Adding Data using SDK
# pip install futureagi
import os
os.environ["FI_API_KEY"] = "YOUR_FI_API_KEY" # Replace with your actual API key
os.environ["FI_SECRET_KEY"] = "YOUR_FI_SECRET_KEY" # Replace with your actual secret key
from fi.datasets import Dataset
columns = [
{
"name": "text",
"data_type": "text"
},
{
"name": "label",
"data_type": "integer"
}
]
rows = [
{
"cells": [
{
"column_name": "text",
"value": "Hello, world!"
},
{
"column_name": "label",
"value": 0
}
]
}
]
try:
Dataset.add_dataset_columns(dataset_name="dataset-1", columns=columns)

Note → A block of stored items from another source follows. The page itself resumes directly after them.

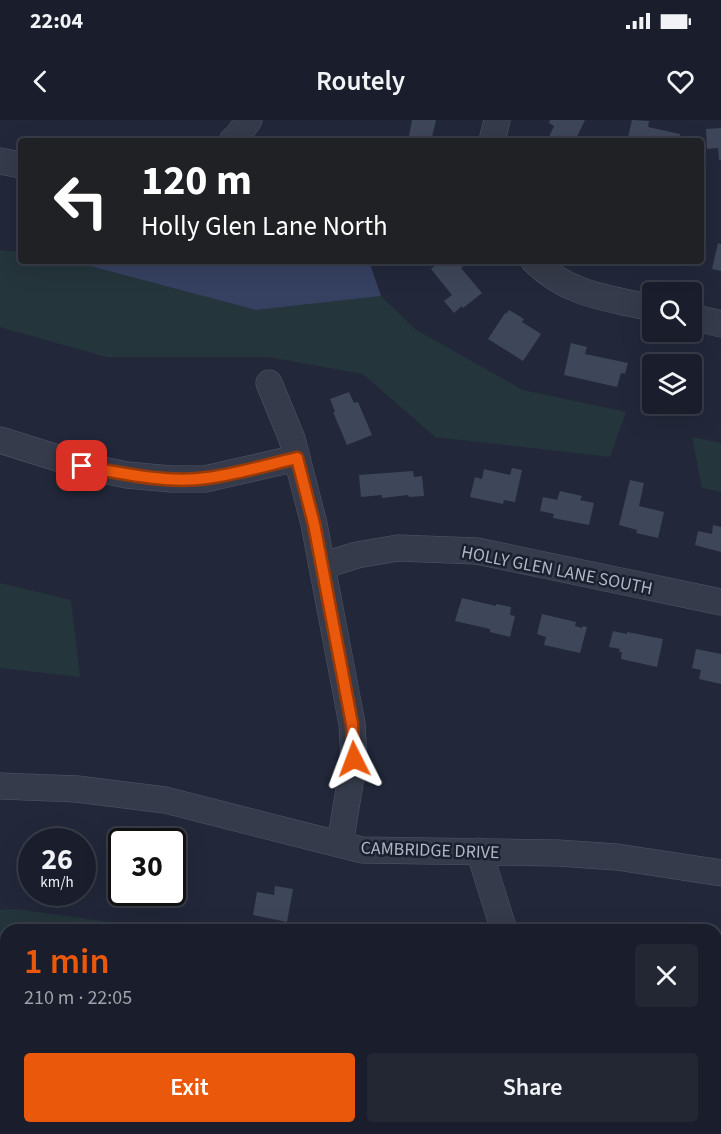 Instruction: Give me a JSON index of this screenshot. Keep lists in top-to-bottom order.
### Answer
{
  "streets": {
    "street": ["HOLLY GLEN LANE SOUTH", "CAMBRIDGE DRIVE"]
  },
  "page": {
    "status": "22:04",
    "header": "Routely",
    "turn": ["120 m", "Holly Glen Lane North"],
    "speed": "26 km/h",
    "limit": "30",
    "heading": ["1 min", "210 m · 22:05"],
    "buttons": ["Exit", "Share"]
  }
} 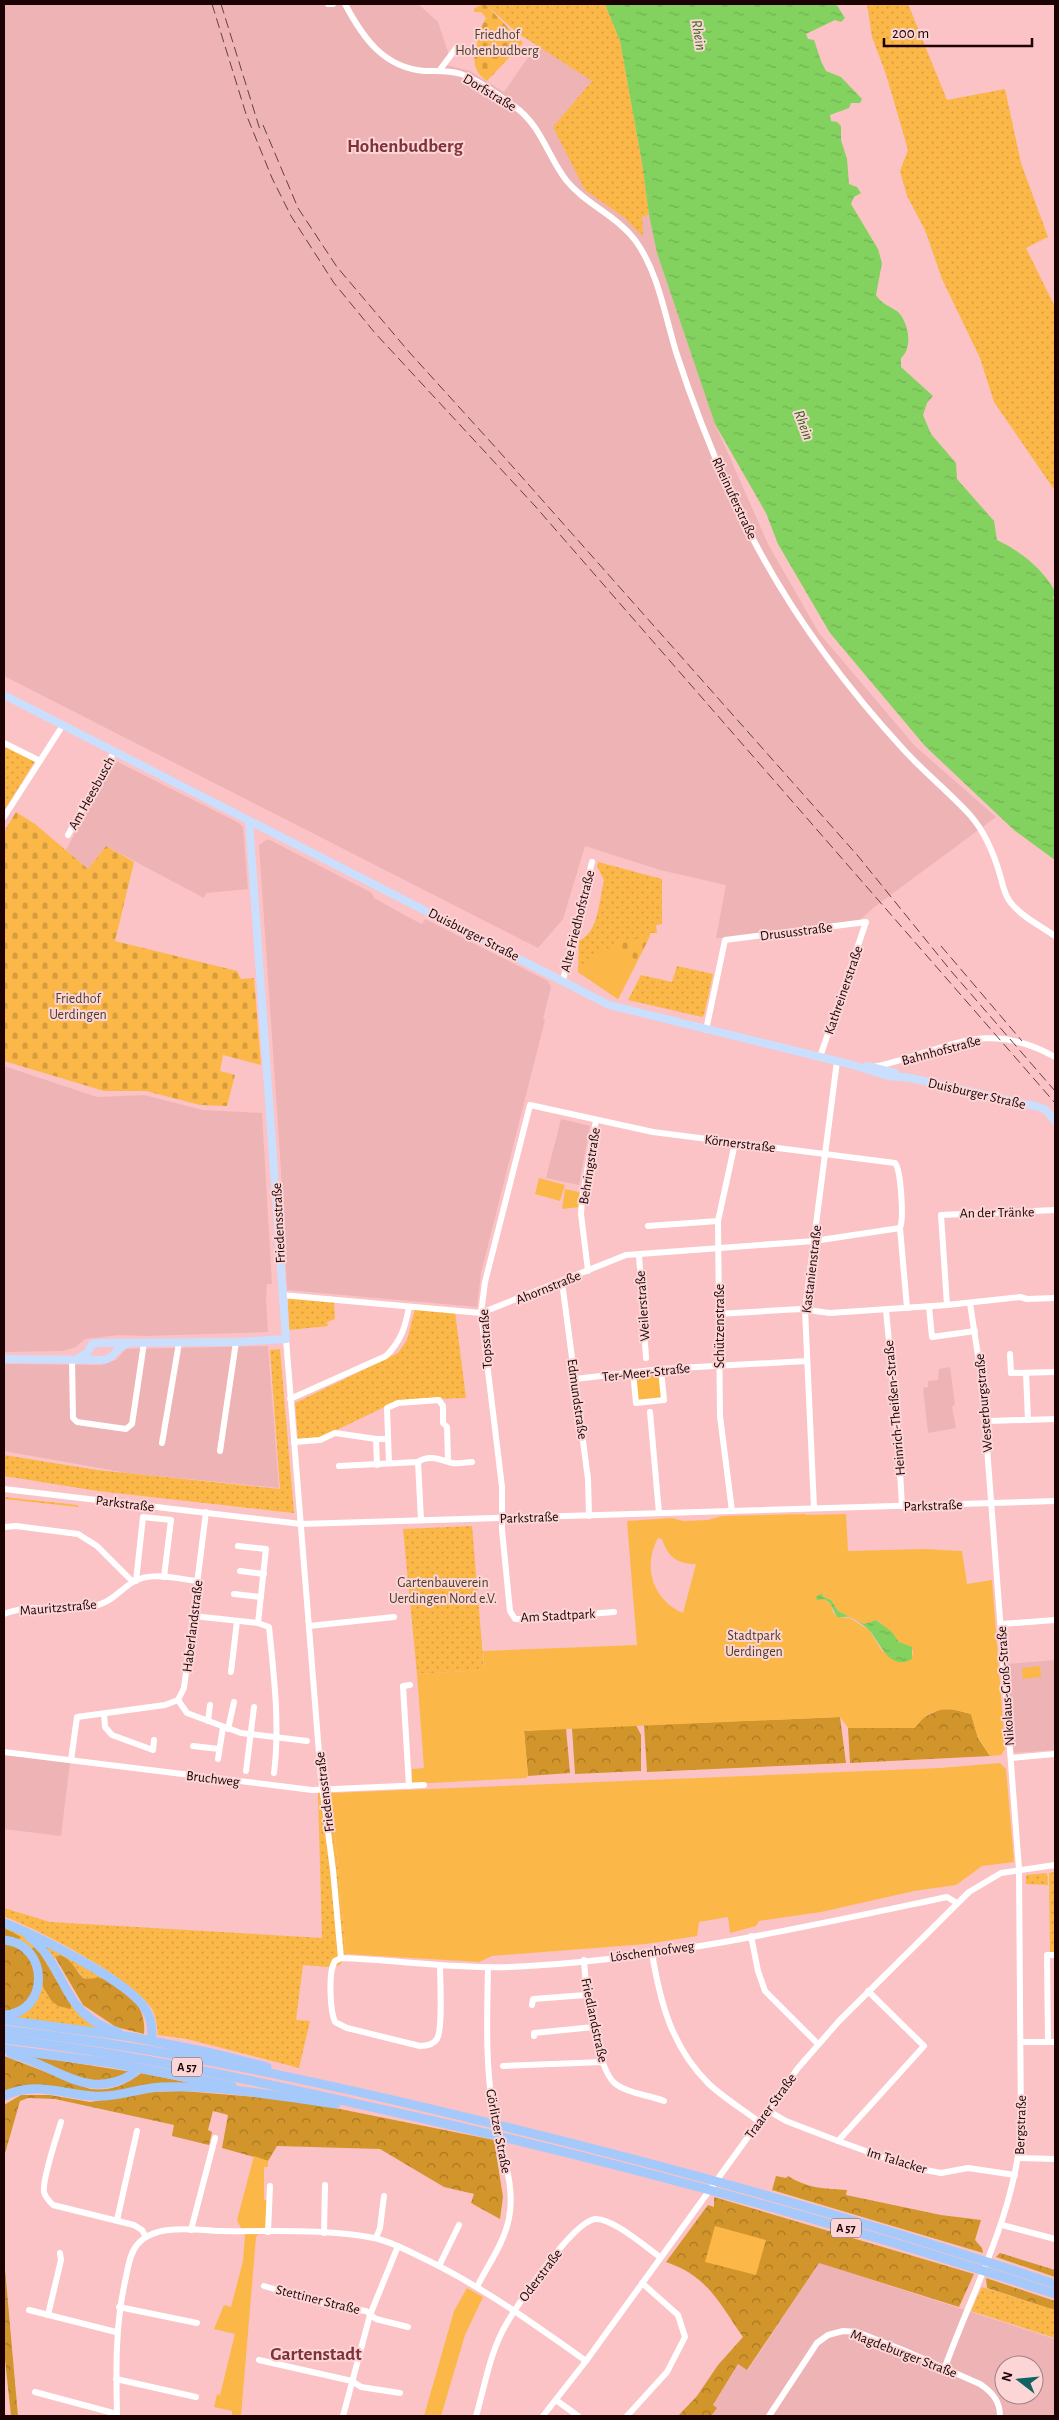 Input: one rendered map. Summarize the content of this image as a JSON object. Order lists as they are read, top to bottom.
{
  "streets": {
    "highway": ["A 57"],
    "main road": ["Duisburger Straße", "Bahnhofstraße", "Friedensstraße"],
    "street": [
      "Dorfstraße",
      "Rheinuferstraße",
      "Am Heesbusch",
      "Alte Friedhofstraße",
      "Drususstraße",
      "Kathreinerstraße",
      "Körnerstraße",
      "Behringstraße",
      "An der Tränke",
      "Kastanienstraße",
      "Ahornstraße",
      "Weilerstraße",
      "Schützenstraße",
      "Topsstraße",
      "Ter-Meer-Straße",
      "Edmundstraße",
      "Westerburgstraße",
      "Heinrich-Theißen-Straße",
      "Parkstraße",
      "Mauritzstraße",
      "Am Stadtpark",
      "Haberlandstraße",
      "Nikolaus-Groß-Straße",
      "Bruchweg",
      "Löschenhofweg",
      "Friedlandstraße",
      "Traarer Straße",
      "Bergstraße",
      "Görlitzer Straße",
      "Im Talacker",
      "Oderstraße",
      "Stettiner Straße",
      "Magdeburger Straße"
    ]
  },
  "crossings": [
    ["Dorfstraße", "Rheinuferstraße"],
    ["Am Heesbusch", "Duisburger Straße"],
    ["Alte Friedhofstraße", "Duisburger Straße"],
    ["Drususstraße", "Duisburger Straße"],
    ["Drususstraße", "Kathreinerstraße"],
    ["Duisburger Straße", "Kathreinerstraße"],
    ["Duisburger Straße", "Bahnhofstraße"],
    ["Duisburger Straße", "Friedensstraße"],
    ["Duisburger Straße", "Kastanienstraße"],
    ["Körnerstraße", "Behringstraße"],
    ["Körnerstraße", "Kastanienstraße"],
    ["Körnerstraße", "Schützenstraße"],
    ["Körnerstraße", "Topsstraße"],
    ["Behringstraße", "Ahornstraße"],
    ["Friedensstraße", "Ahornstraße"],
    ["Friedensstraße", "Parkstraße"],
    ["Friedensstraße", "Bruchweg"],
    ["Friedensstraße", "Löschenhofweg"],
    ["Kastanienstraße", "Ahornstraße"],
    ["Kastanienstraße", "Ter-Meer-Straße"],
    ["Kastanienstraße", "Parkstraße"],
    ["Ahornstraße", "Weilerstraße"],
    ["Ahornstraße", "Schützenstraße"],
    ["Ahornstraße", "Topsstraße"],
    ["Ahornstraße", "Edmundstraße"],
    ["Weilerstraße", "Ter-Meer-Straße"],
    ["Schützenstraße", "Ter-Meer-Straße"],
    ["Schützenstraße", "Parkstraße"],
    ["Topsstraße", "Parkstraße"],
    ["Topsstraße", "Am Stadtpark"],
    ["Ter-Meer-Straße", "Edmundstraße"],
    ["Edmundstraße", "Parkstraße"],
    ["Westerburgstraße", "Parkstraße"],
    ["Westerburgstraße", "Nikolaus-Groß-Straße"],
    ["Heinrich-Theißen-Straße", "Parkstraße"],
    ["Parkstraße", "Am Stadtpark"],
    ["Parkstraße", "Haberlandstraße"],
    ["Parkstraße", "Nikolaus-Groß-Straße"],
    ["Mauritzstraße", "Haberlandstraße"],
    ["Nikolaus-Groß-Straße", "Traarer Straße"],
    ["Nikolaus-Groß-Straße", "Bergstraße"],
    ["Löschenhofweg", "Friedlandstraße"],
    ["Löschenhofweg", "Traarer Straße"],
    ["Löschenhofweg", "Görlitzer Straße"],
    ["Traarer Straße", "Bergstraße"],
    ["Traarer Straße", "Im Talacker"],
    ["Traarer Straße", "Oderstraße"],
    ["Bergstraße", "Im Talacker"],
    ["Bergstraße", "Magdeburger Straße"]
  ],
  "districts": ["Hohenbudberg", "Gartenstadt"],
  "water": ["Rhein"],
  "parks": [
    "Friedhof Hohenbudberg",
    "Friedhof Uerdingen",
    "Gartenbauverein Uerdingen Nord e.V.",
    "Stadtpark Uerdingen"
  ],
  "scale_bar": "200 m",
  "north": "left"
} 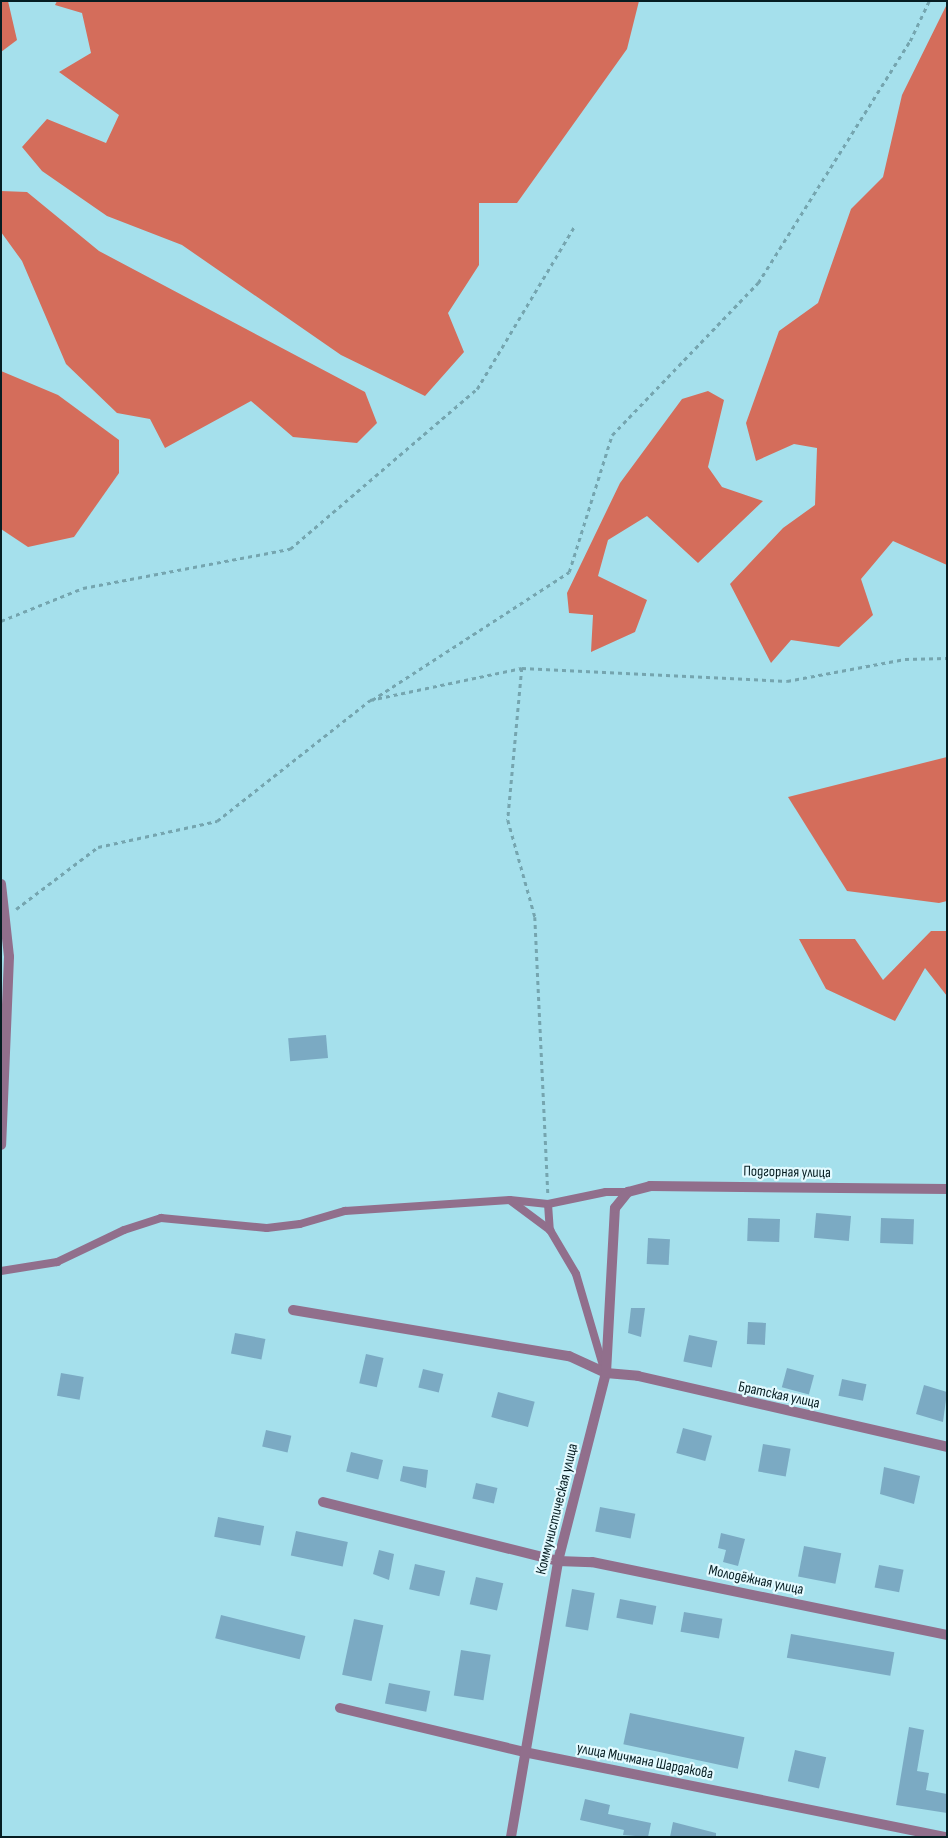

Dataset.add_dataset_rows(dataset_name="dataset-1", rows=rows)
except Exception as e:
print(f"Failed to add data: {e}")
# pip install futureagi
import os
os.environ["FI_API_KEY"] = "YOUR_FI_API_KEY" # Replace with your actual API key
os.environ["FI_SECRET_KEY"] = "YOUR_FI_SECRET_KEY" # Replace with your actual secret key
from fi.datasets import Dataset
columns = [
{
"name": "text",
"data_type": "text"
},
{
"name": "label",
"data_type": "integer"
}
]
rows = [
{
"cells": [
{
"column_name": "text",
"value": "Hello, world!"
},
{
"column_name": "label",
"value": 0
}
]
}
]
try:
Dataset.add_dataset_columns(dataset_name="dataset-1", columns=columns)
Dataset.add_dataset_rows(dataset_name="dataset-1", rows=rows)
except Exception as e:
print(f"Failed to add data: {e}")
const addColumnsRequest = async () => {
const url = `https://api.futureagi.com/model-hub/develops/None/add_columns/`;
const requestBody = {
new_columns_data: [
{
name: "column1",
data_type: "integer",
},
{
name: "column2",
data_type: "text",
},
],
};
const response = await fetch(url, {
method: "POST",
headers: {
Authorization: `Bearer {accessToken}`,
"Content-Type": "application/json",
},
body: JSON.stringify(requestBody),
});
const data = await response.json();
return data;
};
addColumnsRequest()
.then((data) => console.log("Columns Added:", data))
.catch((error) => console.error("Error Adding Columns:", error));
const addRowsRequest = async () => {
const url = `https://api.futureagi.com/model-hub/develops/None/add_rows/`;
const requestBody = {
rows: [
{
cells: [
{
column_name: "column1",
value: 0,
},
{
column_name: "column2",
value: 45,
},
],
},
],
};
const response = await fetch(url, {
method: "POST",
headers: {
Authorization: `Bearer {accessToken}`,
"Content-Type": "application/json",
},
body: JSON.stringify(requestBody),
});
const data = await response.json();
return data;
};
curl --request POST \
--url https://api.futureagi.com/model-hub/develops/None/add_columns/ \
--header 'Authorization: Bearer {access_token}' \
--header 'content-type: application/json' \
--data '{
"new_columns_data": [
{
"name": "column1",
"data_type": "integer"
},
{
"name": "column2",
"data_type": "text"
}
]
}'
curl --request POST \
--url https://api.futureagi.com/model-hub/develops/None/add_rows/ \
--header 'Authorization: Bearer {access_token}' \
--header 'content-type: application/json' \
--data '{
"rows":[
{
"cells":[
{
"column_name": "column1",
"value": 0
},
{
"column_name": "column2",
"value": 45
}
]
}
]
}'
4. Adding Data to the Dataset
- Use the SDK Code to Add Data
- Paste the copied SDK code into your development environment.
- Replace any placeholder values if necessary.
- Execute the script to send data to the dataset.
- Confirm Data Upload
- After execution, the dataset will be populated with the provided data.
- The dataset will appear in the Datasets & Experiments list.
5. Viewing the Dataset
- Navigate to the Dataset List
- The newly created dataset is now visible in the Datasets panel.
- Displays dataset details such as:
- Name
- Type (e.g., Generative)
- Number of data points
- Associated experiments and evaluations
- Verify Data Entries
- Click on the dataset name to inspect the added rows.
- Check for correct formatting and structure.
Using the SDK, you can efficiently create and manage datasets in Future AGI. This method provides a scalable way to ingest, update, and automate data handling, making it suitable for AI-driven workflows and large-scale applications.